GIDEON THE NINTH and Queer Authorial Courage

Also file under: shameless fangirling

I finished reading Tamsyn Muir’s electrifying debut novel last weekend and I’ve been thinking about it ever since. (Now I’m reading the sequel, HARROW THE NINTH, and am utterly confused, yet can’t stop thinking about it either.)

GIDEON is…a lot, but in a good way. “Lesbian necromancers in space” only scratches the surface. Kirkus described it as a mash-up of science fiction, fantasy, gothic horror, and party-house mystery. The author herself, whose interviews and articles are hilarious, darkly self-deprecating, and instantly recognizable once you’ve read GIDEON, has described it as “[blurring] the boundaries of murder mystery, psychological thriller, girl-leaves-home Bildungsroman, and Sports Story (so long as for ‘sports’ you read ‘swords’).”

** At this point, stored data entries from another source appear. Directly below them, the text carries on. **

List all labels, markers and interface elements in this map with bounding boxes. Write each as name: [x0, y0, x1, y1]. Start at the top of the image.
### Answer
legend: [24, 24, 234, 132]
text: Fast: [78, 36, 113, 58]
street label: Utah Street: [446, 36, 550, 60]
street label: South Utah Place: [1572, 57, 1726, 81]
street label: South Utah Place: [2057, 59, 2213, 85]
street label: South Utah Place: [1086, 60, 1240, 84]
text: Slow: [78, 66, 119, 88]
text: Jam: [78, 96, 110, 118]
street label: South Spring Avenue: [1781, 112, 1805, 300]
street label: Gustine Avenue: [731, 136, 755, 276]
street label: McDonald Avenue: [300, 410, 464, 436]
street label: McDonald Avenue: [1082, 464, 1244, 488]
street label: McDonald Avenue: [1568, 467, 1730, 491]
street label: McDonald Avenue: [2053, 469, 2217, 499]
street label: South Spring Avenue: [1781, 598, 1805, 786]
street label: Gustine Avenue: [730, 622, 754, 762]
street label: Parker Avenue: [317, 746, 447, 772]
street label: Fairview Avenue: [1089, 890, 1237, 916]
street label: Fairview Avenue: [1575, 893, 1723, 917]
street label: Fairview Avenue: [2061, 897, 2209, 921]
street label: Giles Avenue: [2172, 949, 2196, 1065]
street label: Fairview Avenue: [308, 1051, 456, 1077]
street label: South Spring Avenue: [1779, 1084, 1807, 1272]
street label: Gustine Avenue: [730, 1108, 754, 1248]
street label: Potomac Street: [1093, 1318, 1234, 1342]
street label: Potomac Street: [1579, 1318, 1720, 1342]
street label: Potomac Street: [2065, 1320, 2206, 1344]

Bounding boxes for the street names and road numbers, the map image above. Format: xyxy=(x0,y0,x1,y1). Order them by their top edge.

I was hooked from the first sentence.

In the myriadic year of our Lord – the ten thousandth year of the King Undying, the kindly Prince of Death! – Gideon Nav packed her sword, her shoes, and her dirty magazines, and she escaped from the House of the Ninth.

Tamsyn Muir, Gideon the Ninth

How can you not love Gideon and her dirty magazines?

But this is not a review, because I’m late to the goth house party (GIDEON was released in September 2019) and it’s been thoroughly reviewed, hyped, and memed. I want to talk about what reading GIDEON meant to me as an older woman-desiring woman (I’m bi) who came out later in life. And I want to talk about what GIDEON means to me as a writer of speculative fiction.

Mostly, I’m about to flail a lot about how great it is, though. I know there has been controversy around this book, and I know some folks felt it wasn’t queer enough, and I’ll take this opportunity to say that your feelings are valid but I don’t share them.

WARNING: This post contains spoilers for GIDEON THE NINTH and possibly also for HARROW THE NINTH, so if you haven’t read the books, what are you doing? Go read them.

The balm of queer abandon

This book delighted me because it holds nothing back. It’s a tropey, will-they-won’t-they enemies-to-friends-to-maybe-lovers (still obsessively wondering what happened after that fade-to-black pool scene) gay as fuck ghost adventure. There’s a dark joy and defiance that shines through every word.

(Not just the queer parts; I spent the first few chapters marveling at Muir’s adept and prolific use of adverbs and gorgeous, often intricate prose. As a writer, I try to avoid adverbs and write simply, but this book glories in its gorgeousness and I love it.

The lamps….explosively birthed malform shadow all around. The shades of the Ninth were deep and shifty; they were bruise-coloured and cold. In these surrounds, Gideon rewarded herself with a little plastic bag of porridge. It tasted gorgeously grey and horrible.

Tamsyn Muir, Gideon the Ninth

Gorgeously grey and horrible. Is it me or did she just…express her whole aesthetic for the book/trilogy in a description of bagged porridge?)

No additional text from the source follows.